Ours d'argent, Grand prix du jury
Le cheval de Turin de Bela Tarr

Ours d'argent du meilleur réalisateur
Schlafkrankheit d'Ulrich Köhler

Ours d'argent de la meilleure actrice
Leila Hatami et Sarina Farhadi pour Nader et Simin, une séparation

Ours d'argent du meilleur acteur
Peyman Moadi, Shahab Hosseini et Sareh Bayat pour Nader et Simin, une séparation

Ours d'argent de la meilleure contribution artistique
El premio de Paula Markovitch

Ours d'argent du meilleur scénario
The forviveness of blood de Joshua Marston

Prix Alfred-Bauer de l'innovation, du nom du premier directeur de la Berlinale
Wer, wenn nicht wir ? d'Andres Veiel

Berlin 2011 : Asghar Farhadi, Miranda July, Bela Tarr, trio gagnant

Posté par MpM, le 15 février 2011

turin horseAlors que cette 61e Berlinale vient déjà d'entrer dans sa seconde partie, la compétition proposait aujourd'hui trois captivantes propositions de cinéma, quoi que chacune dans une direction très particulière.

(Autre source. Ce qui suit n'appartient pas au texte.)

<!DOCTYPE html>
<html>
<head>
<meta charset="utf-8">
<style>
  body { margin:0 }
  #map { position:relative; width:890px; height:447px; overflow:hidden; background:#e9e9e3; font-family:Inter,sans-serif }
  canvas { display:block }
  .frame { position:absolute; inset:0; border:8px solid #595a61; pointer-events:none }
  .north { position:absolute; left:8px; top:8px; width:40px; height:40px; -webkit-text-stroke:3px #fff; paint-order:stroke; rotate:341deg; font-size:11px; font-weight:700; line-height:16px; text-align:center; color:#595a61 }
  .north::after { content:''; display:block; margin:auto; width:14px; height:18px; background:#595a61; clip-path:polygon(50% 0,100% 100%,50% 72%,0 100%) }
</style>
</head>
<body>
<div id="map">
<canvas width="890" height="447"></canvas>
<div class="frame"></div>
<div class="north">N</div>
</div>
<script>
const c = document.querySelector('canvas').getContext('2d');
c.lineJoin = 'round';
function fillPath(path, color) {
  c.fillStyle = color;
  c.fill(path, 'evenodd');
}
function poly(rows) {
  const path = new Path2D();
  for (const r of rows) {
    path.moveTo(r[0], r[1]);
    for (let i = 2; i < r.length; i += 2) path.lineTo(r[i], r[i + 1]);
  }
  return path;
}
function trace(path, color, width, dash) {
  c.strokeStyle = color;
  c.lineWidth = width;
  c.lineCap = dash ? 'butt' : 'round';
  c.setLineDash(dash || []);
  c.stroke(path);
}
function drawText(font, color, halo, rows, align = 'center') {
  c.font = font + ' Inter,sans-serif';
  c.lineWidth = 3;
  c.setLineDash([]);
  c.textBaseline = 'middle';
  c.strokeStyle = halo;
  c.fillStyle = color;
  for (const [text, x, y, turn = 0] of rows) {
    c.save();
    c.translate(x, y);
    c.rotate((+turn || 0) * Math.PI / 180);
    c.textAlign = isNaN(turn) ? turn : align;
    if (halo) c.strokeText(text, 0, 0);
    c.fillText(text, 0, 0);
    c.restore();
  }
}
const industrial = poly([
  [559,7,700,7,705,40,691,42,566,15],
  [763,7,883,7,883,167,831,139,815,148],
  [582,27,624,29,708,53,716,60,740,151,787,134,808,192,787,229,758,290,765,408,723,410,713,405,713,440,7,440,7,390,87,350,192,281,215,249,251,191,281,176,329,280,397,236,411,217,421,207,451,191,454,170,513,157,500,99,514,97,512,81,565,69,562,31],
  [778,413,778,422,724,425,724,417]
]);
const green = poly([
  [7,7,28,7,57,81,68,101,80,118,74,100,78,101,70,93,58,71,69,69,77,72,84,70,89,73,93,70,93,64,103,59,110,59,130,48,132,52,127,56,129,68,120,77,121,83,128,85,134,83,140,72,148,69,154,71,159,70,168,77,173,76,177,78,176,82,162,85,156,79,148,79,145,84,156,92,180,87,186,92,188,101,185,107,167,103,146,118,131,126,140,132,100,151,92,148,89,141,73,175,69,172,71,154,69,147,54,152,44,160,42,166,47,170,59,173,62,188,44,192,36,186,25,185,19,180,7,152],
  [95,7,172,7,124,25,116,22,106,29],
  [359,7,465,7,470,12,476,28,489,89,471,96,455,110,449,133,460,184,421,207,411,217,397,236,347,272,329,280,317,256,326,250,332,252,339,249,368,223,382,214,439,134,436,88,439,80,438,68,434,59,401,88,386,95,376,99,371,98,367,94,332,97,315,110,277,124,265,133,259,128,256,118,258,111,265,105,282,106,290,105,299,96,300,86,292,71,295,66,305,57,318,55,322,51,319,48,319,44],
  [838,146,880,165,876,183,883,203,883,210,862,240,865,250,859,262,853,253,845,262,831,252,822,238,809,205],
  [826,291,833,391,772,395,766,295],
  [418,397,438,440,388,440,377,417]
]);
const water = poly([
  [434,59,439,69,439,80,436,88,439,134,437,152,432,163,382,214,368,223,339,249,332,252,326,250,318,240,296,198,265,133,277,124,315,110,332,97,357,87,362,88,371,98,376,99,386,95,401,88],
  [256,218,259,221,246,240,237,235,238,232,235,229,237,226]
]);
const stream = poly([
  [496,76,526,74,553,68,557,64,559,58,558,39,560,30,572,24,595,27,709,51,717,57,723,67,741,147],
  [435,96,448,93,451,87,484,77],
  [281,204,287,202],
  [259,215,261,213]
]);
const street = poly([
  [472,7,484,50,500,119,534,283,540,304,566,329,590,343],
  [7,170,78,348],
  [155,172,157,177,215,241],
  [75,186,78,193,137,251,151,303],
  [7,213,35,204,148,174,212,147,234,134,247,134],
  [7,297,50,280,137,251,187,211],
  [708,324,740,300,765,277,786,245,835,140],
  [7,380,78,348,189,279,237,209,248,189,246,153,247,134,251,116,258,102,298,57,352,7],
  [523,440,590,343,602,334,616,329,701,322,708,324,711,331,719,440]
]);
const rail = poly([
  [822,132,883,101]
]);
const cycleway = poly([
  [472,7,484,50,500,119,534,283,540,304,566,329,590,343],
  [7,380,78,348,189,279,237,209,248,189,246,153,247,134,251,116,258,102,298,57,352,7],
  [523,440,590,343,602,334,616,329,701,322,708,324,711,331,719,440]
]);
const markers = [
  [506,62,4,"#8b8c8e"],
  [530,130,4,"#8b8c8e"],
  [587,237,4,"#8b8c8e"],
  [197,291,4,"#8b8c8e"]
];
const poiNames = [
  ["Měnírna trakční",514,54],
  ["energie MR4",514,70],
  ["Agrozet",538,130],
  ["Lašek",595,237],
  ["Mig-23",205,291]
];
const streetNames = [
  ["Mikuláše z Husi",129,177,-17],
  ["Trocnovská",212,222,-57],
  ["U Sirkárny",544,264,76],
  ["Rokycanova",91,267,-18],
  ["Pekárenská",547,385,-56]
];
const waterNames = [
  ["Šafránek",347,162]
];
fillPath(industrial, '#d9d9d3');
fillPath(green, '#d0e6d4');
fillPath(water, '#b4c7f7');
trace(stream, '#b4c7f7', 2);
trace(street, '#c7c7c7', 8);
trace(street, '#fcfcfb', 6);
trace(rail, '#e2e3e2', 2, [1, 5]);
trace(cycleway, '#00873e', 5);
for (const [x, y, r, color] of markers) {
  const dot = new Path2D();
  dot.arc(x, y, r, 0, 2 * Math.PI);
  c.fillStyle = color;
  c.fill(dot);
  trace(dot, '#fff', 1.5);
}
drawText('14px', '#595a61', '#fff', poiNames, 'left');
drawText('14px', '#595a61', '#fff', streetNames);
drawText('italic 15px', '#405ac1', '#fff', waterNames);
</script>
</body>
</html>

Asghar Farhadi (A propos d'Elly) propose dans Nader et Simin, une séparation un regard aigu et profond sur la société iranienne contemporaine. On y découvre la mesquinerie de certains rapports  sociaux, l'hypocrisie des rouages administratifs ou judiciaires, ou encore la difficulté du "vivre ensemble", que ce soit entre homme et femme ou entre individus issus de classes différentes. Le film démonte les préjugés et oppose deux visions totalement opposées de la vie, l'une consistant à être prêt à tout pour sauver sa peau, tandis que l'autre conduit à privilégier la droiture et la vérité, même si les conséquences s'avèrent terribles.

Miranda July (You, me and everyone we know) explore elle-aussi les tréfonds de l'âme humaine en proposant une réflexion à la fois tendre, amère et pleine de dérision sur l'existence, le temps qui passe et la sensation de passer à côté de sa vie. Dans The Future, les personnages qu'elle met en scène ressemblent à un couple de pré-ados immatures qui jouent à se faire peur ("Et si... ?") pour masquer la réalité de leurs angoisses. Ils arrivent à ce moment de l'existence où l'on commence à compter les points, à faire la liste de ce que l'on ne sera jamais, à restreindre celle de ce que l'on fera un jour. Malgré leur finesse, l'humour et l'absurdité des dialogues et des situations ne parviennent guère à dissimuler l'aspect désespéré du constat.

Bela Tarr (Les harmonies Werckmeister), de son côté, propose The Turin horse (notre photo), une oeuvre à l'esthétisme envoûtant, portée par la musique lancinante et hypnotique de Mihaly Vig. On suit le quotidien austère et répétitif d'un fermier et de sa fille, filmé dans un noir et blanc riche en contrastes et en clairs-obscurs. La mise en scène est moins immédiatement impressionnante que dans L'homme de Londres, mais elle est entièrement au service du projet poursuivi par le réalisateur, capter le rythme de la vie et s'ouvrir à la conscience de chaque moment. On est ébloui (mais aussi effrayé) par la radicalité du cinéaste qui refuse toute concession à la narration traditionnelle.  Cet aspect jusqu'au boutiste confère au film un statut d'expérience sensorielle et esthétique qui ne s'appelle plus vraiment du cinéma. Il provoque un état de flottement, presque de léthargie, voire d'ennui pour les moins réceptifs, et s'avère pour le cinéphile un peu las un véritable bain de jouvence.